## WHAT TO DO
Each line from the beginning of the entries below through the line that includes "function stroke(path, color, width, dash)" must be returned exactly as given.

Stored items
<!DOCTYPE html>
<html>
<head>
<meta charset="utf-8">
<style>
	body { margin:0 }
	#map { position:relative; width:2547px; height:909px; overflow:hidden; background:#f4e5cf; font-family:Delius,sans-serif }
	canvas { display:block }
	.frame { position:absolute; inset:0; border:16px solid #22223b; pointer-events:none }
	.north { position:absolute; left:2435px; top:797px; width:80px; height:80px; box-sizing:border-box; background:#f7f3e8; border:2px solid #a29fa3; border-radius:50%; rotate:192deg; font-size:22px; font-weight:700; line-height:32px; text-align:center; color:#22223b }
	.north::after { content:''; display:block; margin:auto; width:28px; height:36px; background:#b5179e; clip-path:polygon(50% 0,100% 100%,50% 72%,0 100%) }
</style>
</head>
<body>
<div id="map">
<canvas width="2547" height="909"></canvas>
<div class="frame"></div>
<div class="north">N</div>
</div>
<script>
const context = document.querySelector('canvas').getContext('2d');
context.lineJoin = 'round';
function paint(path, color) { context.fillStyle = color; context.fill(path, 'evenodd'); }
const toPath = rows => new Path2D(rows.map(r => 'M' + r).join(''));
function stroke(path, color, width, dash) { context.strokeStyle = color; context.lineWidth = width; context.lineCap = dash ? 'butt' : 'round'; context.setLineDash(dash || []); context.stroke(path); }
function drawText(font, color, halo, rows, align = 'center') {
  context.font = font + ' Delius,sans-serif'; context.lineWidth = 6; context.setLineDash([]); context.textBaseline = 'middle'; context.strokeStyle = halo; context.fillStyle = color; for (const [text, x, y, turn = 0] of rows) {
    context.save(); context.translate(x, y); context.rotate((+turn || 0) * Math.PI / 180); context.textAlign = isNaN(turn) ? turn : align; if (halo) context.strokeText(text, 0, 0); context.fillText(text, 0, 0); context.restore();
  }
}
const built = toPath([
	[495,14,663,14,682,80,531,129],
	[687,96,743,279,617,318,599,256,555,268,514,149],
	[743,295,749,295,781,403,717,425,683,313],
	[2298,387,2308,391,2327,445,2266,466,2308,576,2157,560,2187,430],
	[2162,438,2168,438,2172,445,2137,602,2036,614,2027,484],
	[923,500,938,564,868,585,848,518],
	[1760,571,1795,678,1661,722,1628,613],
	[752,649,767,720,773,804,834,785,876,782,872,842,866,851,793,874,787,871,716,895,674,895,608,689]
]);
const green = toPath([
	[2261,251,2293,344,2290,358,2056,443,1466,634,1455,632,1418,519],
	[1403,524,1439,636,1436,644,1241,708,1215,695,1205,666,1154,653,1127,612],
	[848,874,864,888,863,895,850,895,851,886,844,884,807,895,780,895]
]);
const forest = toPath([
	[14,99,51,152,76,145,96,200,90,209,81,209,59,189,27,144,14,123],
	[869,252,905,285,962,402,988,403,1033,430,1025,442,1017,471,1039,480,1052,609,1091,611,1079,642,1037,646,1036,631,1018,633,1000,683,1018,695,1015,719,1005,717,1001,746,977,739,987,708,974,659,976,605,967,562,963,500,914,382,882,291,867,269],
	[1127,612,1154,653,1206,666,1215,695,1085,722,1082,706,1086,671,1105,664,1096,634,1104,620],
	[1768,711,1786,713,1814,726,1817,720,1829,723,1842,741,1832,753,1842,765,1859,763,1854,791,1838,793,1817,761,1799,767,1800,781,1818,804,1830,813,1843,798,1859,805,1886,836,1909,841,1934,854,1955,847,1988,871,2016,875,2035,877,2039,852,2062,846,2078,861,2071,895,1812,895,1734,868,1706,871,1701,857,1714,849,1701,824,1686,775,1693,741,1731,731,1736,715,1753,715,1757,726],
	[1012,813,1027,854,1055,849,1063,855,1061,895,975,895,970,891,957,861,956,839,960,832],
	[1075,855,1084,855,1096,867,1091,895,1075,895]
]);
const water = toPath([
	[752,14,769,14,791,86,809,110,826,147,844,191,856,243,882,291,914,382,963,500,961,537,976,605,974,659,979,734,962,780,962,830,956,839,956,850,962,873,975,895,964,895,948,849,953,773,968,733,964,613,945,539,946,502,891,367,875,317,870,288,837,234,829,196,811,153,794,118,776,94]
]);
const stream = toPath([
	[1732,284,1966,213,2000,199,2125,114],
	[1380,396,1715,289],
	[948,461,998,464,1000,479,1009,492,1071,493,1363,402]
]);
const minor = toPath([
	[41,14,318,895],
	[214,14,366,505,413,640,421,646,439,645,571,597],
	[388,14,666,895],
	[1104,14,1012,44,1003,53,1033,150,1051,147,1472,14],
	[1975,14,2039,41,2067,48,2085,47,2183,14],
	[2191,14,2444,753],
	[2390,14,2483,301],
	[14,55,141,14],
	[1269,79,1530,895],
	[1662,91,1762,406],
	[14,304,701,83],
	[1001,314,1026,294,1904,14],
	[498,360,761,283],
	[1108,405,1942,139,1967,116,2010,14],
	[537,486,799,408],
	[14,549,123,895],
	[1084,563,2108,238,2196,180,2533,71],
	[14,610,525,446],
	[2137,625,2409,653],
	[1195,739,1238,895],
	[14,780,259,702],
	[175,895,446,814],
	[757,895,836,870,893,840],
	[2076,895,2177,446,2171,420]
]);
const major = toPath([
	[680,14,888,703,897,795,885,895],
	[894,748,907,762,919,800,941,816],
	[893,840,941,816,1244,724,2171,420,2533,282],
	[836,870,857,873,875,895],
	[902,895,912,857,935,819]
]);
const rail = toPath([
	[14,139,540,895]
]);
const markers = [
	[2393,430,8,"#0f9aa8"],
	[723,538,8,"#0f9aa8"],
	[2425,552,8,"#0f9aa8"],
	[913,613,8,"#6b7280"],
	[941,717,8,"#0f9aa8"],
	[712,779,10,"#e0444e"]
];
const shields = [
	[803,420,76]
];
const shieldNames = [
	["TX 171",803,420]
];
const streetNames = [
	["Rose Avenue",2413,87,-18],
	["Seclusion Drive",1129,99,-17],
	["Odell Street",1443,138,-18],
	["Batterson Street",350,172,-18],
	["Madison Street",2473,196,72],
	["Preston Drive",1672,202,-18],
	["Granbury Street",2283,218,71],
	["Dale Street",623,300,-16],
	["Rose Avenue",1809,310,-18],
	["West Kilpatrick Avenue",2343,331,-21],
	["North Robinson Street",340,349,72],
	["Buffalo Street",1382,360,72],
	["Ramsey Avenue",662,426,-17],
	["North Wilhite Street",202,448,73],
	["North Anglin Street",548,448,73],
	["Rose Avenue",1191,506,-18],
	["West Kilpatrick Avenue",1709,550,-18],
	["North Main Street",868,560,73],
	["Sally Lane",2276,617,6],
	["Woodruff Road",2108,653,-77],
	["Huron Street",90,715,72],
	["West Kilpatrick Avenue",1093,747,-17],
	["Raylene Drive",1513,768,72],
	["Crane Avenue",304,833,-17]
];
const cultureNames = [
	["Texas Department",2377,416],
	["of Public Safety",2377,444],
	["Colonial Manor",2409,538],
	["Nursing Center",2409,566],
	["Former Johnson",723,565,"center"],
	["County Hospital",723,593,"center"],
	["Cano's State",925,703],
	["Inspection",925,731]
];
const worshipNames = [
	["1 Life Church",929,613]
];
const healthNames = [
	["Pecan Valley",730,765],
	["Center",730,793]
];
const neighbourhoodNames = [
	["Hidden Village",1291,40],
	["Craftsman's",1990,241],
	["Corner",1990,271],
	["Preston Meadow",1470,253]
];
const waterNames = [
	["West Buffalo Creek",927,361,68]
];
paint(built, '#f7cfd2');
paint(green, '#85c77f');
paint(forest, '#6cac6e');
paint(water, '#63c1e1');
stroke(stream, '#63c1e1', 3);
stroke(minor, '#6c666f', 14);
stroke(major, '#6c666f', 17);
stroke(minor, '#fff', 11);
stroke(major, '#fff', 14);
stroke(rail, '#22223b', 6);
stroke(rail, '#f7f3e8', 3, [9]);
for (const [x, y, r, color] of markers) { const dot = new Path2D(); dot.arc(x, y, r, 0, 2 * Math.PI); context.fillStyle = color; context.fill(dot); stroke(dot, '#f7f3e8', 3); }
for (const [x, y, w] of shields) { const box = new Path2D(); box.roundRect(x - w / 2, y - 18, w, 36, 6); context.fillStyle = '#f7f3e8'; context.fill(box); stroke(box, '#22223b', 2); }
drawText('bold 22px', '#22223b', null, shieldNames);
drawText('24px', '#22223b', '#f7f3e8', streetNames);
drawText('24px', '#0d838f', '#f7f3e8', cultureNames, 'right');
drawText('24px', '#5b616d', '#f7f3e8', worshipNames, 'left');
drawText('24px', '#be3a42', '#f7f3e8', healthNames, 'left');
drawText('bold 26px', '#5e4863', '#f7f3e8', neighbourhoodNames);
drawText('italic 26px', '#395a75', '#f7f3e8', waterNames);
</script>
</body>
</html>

## RESPONSE AREA
<!DOCTYPE html>
<html>
<head>
<meta charset="utf-8">
<style>
	body { margin:0 }
	#map { position:relative; width:2547px; height:909px; overflow:hidden; background:#f4e5cf; font-family:Delius,sans-serif }
	canvas { display:block }
	.frame { position:absolute; inset:0; border:16px solid #22223b; pointer-events:none }
	.north { position:absolute; left:2435px; top:797px; width:80px; height:80px; box-sizing:border-box; background:#f7f3e8; border:2px solid #a29fa3; border-radius:50%; rotate:192deg; font-size:22px; font-weight:700; line-height:32px; text-align:center; color:#22223b }
	.north::after { content:''; display:block; margin:auto; width:28px; height:36px; background:#b5179e; clip-path:polygon(50% 0,100% 100%,50% 72%,0 100%) }
</style>
</head>
<body>
<div id="map">
<canvas width="2547" height="909"></canvas>
<div class="frame"></div>
<div class="north">N</div>
</div>
<script>
const context = document.querySelector('canvas').getContext('2d');
context.lineJoin = 'round';
function paint(path, color) { context.fillStyle = color; context.fill(path, 'evenodd'); }
const toPath = rows => new Path2D(rows.map(r => 'M' + r).join(''));
function stroke(path, color, width, dash) { context.strokeStyle = color; context.lineWidth = width; context.lineCap = dash ? 'butt' : 'round'; context.setLineDash(dash || []); context.stroke(path); }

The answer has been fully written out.